=== Begin Enclosure ===

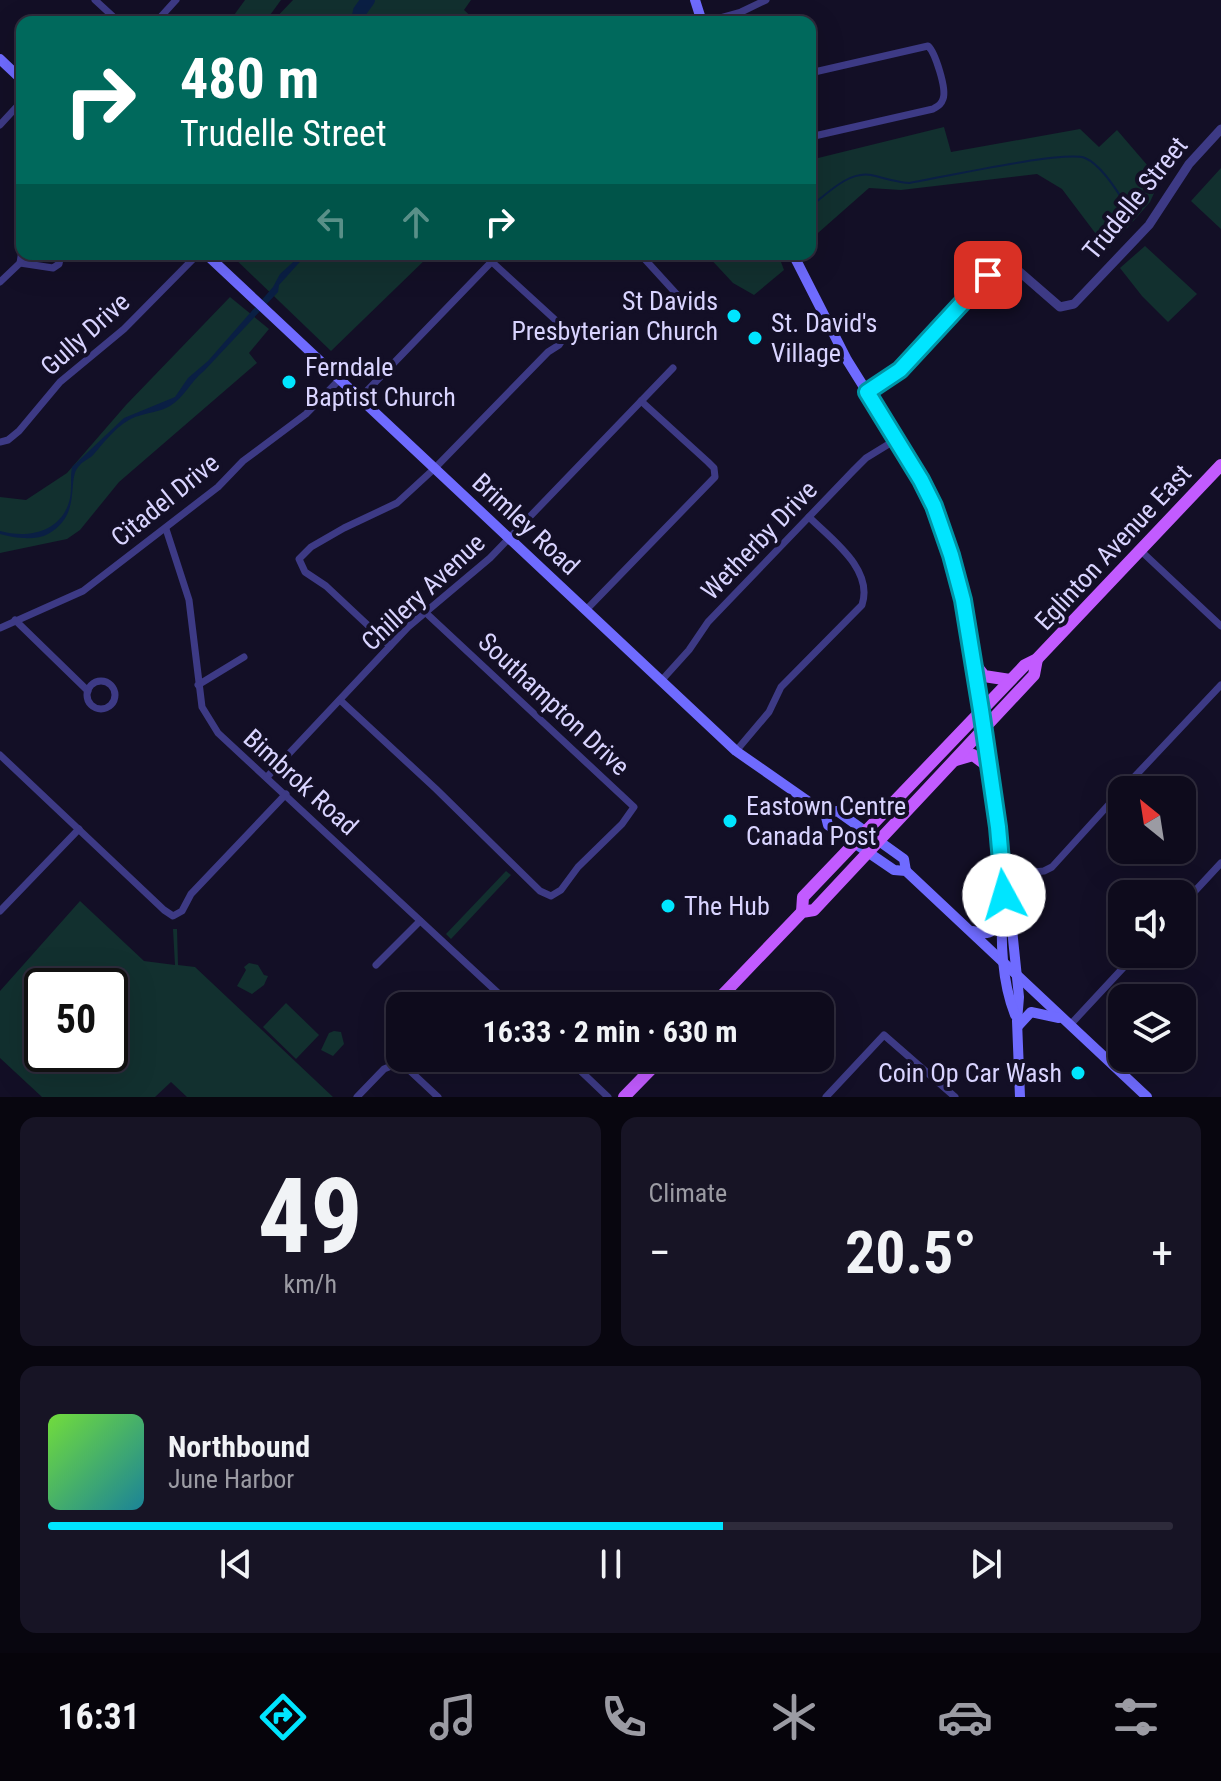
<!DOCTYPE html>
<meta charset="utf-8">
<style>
:root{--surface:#0e0b1c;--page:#171425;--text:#f1f3f6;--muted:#9b9ba3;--line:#2e2b3b;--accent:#00e5ff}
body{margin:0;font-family:"Roboto Condensed",sans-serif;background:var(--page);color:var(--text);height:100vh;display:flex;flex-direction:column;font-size:30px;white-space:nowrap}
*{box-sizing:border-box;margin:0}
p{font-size:26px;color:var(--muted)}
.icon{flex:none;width:44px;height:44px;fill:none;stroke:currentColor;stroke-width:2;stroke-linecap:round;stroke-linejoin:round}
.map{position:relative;height:1097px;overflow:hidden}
.drawer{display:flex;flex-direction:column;gap:20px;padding:20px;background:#08060f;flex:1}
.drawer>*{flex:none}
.banner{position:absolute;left:16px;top:16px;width:800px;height:244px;border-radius:16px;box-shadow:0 8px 32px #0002,0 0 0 2px var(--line);background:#00695c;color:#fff;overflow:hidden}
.needle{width:52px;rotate:330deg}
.fabs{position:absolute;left:1108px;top:776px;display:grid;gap:16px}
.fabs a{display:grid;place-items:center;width:88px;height:88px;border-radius:16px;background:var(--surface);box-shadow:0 8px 32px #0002,0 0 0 2px var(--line);font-size:40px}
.speed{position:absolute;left:24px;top:968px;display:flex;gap:16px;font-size:40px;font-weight:700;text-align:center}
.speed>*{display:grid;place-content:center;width:104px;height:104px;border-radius:50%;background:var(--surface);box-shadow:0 8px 32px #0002,0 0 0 2px var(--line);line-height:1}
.speed .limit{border:4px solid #111;border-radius:12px;background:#fff;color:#111}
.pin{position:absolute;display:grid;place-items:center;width:68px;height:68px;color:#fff;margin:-34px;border-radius:16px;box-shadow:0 4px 12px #0006}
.me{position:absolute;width:88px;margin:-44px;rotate:354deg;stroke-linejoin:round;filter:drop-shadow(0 0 6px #0008)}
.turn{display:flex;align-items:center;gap:28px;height:168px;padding:0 32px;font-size:36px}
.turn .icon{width:104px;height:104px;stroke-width:2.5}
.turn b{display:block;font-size:56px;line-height:68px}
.lanes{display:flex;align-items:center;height:76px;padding:0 32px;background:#0003;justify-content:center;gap:40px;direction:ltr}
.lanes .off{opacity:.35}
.big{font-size:60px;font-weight:700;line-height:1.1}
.drawer .widget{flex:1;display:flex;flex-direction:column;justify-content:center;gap:12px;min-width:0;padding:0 28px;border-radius:16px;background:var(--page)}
.drawer .dial{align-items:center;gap:0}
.dial b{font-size:104px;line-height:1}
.song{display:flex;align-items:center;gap:24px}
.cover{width:96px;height:96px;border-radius:12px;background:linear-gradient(135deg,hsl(100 70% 55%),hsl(190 70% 35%))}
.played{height:8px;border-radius:4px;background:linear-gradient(90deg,var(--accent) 60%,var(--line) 60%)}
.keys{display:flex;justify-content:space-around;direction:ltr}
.heat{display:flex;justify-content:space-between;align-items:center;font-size:44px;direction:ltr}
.drawer .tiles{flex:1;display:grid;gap:20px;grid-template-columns:1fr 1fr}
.widget:last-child{grid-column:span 2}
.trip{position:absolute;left:386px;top:992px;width:448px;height:80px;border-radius:16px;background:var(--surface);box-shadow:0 8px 32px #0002,0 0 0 2px var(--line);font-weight:700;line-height:80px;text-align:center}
.dock{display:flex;height:128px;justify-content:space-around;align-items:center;background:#06040b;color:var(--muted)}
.dock .icon{width:56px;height:56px}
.dock .selected{color:var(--accent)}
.dock b{font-size:36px;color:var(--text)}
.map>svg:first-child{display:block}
</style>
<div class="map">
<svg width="1221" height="1097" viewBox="0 0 1221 1097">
<rect width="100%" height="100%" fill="#130f26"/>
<!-- green -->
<g fill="#12302f" fill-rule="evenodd">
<path d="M245 0H281L265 22H229Z"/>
<path d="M293 0H471L464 10 477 22H272Z"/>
<path d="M944 127 951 152 1080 129 1099 147 1117 130 1160 180 1150 202 1108 250 1062 189 1037 174 901 190 869 188 810 240V160Z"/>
<path d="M1221 168V229L1191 201Z"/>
<path d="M1145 246 1197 294 1168 322 1142 296 1120 268Z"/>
<path d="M230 254H431L331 351Z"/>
<path d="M706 254H778L784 270 754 295 733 283Z"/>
<path d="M230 297 269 329 249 353 257 363 119 482 80 530 67 539 0 553V497L26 500 67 473 126 405Z"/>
<path d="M506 871 511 875 451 939 446 934Z"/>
<path d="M80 901 144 961 175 965 173 929H177L178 965 195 967 333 1097H187L171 1082 155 1097H42L0 1058V991ZM42 986H110V1054H42Z"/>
<path d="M249 963 258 965 264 975 268 976 264 985 252 994 237 986 246 970 244 967Z"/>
<path d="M286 1003 319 1035 296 1059 263 1027Z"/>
<path d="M334 1031 341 1032 344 1044 333 1056 321 1050 329 1033Z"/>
</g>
<!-- water -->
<path fill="#0a1f44" d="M302 254H307L279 285 278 292 204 371C191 381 184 398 170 406 160 412 146 413 135 417 118 424 106 440 94 454 90 459 84 460 80 465 65 478 84 514 48 534 36 541 13 538 0 534V531C28 539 63 532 70 498 72 488 70 478 72 467L124 418 175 397 188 378 208 361 273 287 280 274Z"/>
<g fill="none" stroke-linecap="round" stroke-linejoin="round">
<!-- stream -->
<path stroke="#0a1f44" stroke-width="2" d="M810 207C827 194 848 171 871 175 884 178 895 182 909 183 938 178 1065 150 1085 158 1102 165 1122 198 1131 214"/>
<!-- river -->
<path stroke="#0a1f44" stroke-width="14" d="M358 22 360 11 368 0"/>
<!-- minor -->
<g stroke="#3d3a85" stroke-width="7">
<path d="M95 0 119 22"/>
<path d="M156 22 176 0"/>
<path d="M705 22 741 12 766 0"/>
<path d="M810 73 928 46C935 52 947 89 943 99 941 105 938 106 933 109L810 137"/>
<path d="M0 125 22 101"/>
<path d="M640 254 682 300"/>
<path d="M20 263 53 268 59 264 61 254"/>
<path d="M0 282 20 263 22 250"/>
<path d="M360 398 499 254"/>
<path d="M0 442 8 440 19 431 60 382 124 329 198 254"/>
<path d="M166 529 189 600 202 707 218 733 512 1006"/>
<path d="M1141 551 1221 626"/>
<path d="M586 610 715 477 714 468 708 462 641 401"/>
<path d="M15 620 88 691"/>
<path d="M0 628 83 591 218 487 243 461 306 414 340 379"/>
<path d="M390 646 326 586 305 572 299 559 311 547 344 528 397 503 435 468 548 352 559 345 566 334 562 326 492 262"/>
<path d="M661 681 689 650 708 622 853 471 866 458 897 439"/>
<circle cx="101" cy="695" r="14"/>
<path d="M198 685 244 657"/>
<path d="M340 700 436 789 540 891 551 896 561 890 578 867 622 824 634 807 425 612"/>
<path d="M736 751 769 712 781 687 862 605C874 569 831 539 809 517"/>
<path d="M0 755 164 910 173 916 182 911 191 894 286 794"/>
<path d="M267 777 408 627 490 558 673 368"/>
<path d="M1122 790 1221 685"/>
<path d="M1001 875 1044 871 1052 867 1122 790"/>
<path d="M1182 905 1221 863"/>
<path d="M0 911 79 829"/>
<path d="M376 965 420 921"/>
<path d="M1070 1025 1136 954"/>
<path d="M567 1058 608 1097"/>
<path d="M357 1097 384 1069 396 1064 408 1069 438 1097"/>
<path d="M826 1097 884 1035 955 1097"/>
</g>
<!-- tertiary -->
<path stroke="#3d3a85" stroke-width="9" d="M867 392 900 370 988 275 1006 264 1015 268 1060 307 1074 304 1149 225 1189 164 1221 129"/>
<!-- secondary -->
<g stroke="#6f6bff" stroke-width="10">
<path d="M695 0 702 22"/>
<path d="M0 59 22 80"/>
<path d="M206 254 736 751 825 813 828 825 894 870 906 871 1147 1097"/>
<path d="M793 254 847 360 902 448 934 506 960 588 969 631 998 827 1004 895 1012 929 1019 997 1017 1021 1020 1097"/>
<path d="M825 813 837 811 904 859 906 871"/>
<path d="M1003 905C1000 940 1002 982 1015 1015"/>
<path d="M973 931C987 936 992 933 1001 922"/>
<path d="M1018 1026 1031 1012 1059 1018"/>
</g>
<!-- primary -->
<g stroke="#c25bff" stroke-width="12">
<path d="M974 663 984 676 1010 680"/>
<path d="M956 760 973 755 989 767"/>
<path d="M802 912 803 897 1025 665 1037 659 1221 465"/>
<path d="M712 1006 802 912 814 910 1034 675 1037 659"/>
<path d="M624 1097 662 1058"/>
</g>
</g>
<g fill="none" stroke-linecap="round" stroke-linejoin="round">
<defs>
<path id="route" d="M988 275 900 370 867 392 921 480 934 506 951 555 963 600 981 710 998 827 1004 895"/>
</defs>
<!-- route casing -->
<use href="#route" stroke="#0095a6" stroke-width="20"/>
<!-- route -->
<use href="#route" stroke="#00e5ff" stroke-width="14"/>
</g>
<!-- markers -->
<g fill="#00e5ff" stroke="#130f26" stroke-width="3">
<circle cx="734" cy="316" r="8"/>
<circle cx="755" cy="338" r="8"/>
<circle cx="289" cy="382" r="8"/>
<circle cx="730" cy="821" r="8"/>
<circle cx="668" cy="906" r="8"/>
<circle cx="1078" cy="1073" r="8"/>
</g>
<g text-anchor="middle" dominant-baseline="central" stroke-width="8" stroke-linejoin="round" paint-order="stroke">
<!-- street labels -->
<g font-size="26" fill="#d9d4ff" stroke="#130f26">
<text transform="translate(1135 198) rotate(-51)">Trudelle Street</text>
<text transform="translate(85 334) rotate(-42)">Gully Drive</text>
<text transform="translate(165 500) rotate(-39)">Citadel Drive</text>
<text transform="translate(526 524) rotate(43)">Brimley Road</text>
<text transform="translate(759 540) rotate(-46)">Wetherby Drive</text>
<text transform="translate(1113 547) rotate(-47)">Eglinton Avenue East</text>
<text transform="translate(423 592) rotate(-43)">Chillery Avenue</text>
<text transform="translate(554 704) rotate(43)">Southampton Drive</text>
<text transform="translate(301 782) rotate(42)">Bimbrok Road</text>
</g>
<!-- poi labels -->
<g font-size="26" fill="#d9d4ff" stroke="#130f26" text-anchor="start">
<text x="718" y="301" text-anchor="end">St Davids<tspan x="718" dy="30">Presbyterian Church</tspan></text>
<text x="771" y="323">St. David's<tspan x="771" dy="30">Village</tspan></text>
<text x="305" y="367">Ferndale<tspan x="305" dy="30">Baptist Church</tspan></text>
<text x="746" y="806">Eastown Centre<tspan x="746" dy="30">Canada Post</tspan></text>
<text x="684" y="906">The Hub</text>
<text x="1062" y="1073" text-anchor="end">Coin Op Car Wash</text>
</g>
</g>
</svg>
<div class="fabs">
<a><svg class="needle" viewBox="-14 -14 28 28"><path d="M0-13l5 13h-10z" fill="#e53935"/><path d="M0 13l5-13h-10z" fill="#9b9ba3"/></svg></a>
<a><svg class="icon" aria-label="sound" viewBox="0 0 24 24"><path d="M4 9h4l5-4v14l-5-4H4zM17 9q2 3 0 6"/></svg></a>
<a><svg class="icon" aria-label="layers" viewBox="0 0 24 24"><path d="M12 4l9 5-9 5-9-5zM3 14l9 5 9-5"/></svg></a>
</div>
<div class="speed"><div class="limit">50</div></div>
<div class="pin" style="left:988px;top:275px;background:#d93025"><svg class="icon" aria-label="arrive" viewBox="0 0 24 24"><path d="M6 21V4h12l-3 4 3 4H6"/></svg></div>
<svg class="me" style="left:1004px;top:895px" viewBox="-20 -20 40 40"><circle r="19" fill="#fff"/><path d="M0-13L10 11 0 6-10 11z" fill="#00e5ff"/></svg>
<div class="trip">16:33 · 2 min · 630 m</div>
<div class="banner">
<div class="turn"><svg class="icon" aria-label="right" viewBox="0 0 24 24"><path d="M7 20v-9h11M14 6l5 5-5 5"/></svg><div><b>480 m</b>Trudelle Street</div></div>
<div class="lanes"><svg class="icon off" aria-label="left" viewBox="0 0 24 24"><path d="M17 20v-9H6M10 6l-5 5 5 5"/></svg><svg class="icon off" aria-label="ahead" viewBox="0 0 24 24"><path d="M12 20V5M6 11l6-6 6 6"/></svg><svg class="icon" aria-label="right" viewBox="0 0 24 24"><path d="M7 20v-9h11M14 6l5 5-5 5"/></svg></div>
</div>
</div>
<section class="drawer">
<div class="tiles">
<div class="widget dial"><b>49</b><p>km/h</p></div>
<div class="widget"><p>Climate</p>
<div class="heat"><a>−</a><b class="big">20.5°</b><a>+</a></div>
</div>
<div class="widget">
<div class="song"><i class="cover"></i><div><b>Northbound</b><p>June Harbor</p></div></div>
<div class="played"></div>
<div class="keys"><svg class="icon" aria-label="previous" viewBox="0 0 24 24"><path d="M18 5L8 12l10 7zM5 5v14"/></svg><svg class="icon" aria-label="pause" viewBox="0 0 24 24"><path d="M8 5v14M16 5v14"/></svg><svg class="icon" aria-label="next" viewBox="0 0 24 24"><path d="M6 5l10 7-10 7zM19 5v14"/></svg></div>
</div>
</div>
</section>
<nav class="dock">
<b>16:31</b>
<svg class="icon selected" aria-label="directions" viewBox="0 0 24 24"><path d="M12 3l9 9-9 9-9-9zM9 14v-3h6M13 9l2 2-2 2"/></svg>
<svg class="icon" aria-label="music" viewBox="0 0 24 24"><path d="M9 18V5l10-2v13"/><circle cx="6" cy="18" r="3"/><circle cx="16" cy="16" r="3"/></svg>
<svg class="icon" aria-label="phone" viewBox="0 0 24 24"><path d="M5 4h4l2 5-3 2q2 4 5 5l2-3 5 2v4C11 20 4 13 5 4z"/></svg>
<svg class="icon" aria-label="climate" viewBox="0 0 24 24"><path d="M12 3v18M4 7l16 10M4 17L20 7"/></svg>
<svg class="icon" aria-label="car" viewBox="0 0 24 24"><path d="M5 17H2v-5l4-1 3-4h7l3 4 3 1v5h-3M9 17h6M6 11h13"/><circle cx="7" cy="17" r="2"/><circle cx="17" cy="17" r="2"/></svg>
<svg class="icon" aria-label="filters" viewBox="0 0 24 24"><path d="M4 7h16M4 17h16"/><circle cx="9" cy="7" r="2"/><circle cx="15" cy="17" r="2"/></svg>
</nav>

=== End Enclosure ===

Look over the records above and copy each line that includes the string "keys".

• Exercise response
.keys{display:flex;justify-content:space-around;direction:ltr}
<div class="keys"><svg class="icon" aria-label="previous" viewBox="0 0 24 24"><path d="M18 5L8 12l10 7zM5 5v14"/></svg><svg class="icon" aria-label="pause" viewBox="0 0 24 24"><path d="M8 5v14M16 5v14"/></svg><svg class="icon" aria-label="next" viewBox="0 0 24 24"><path d="M6 5l10 7-10 7zM19 5v14"/></svg></div>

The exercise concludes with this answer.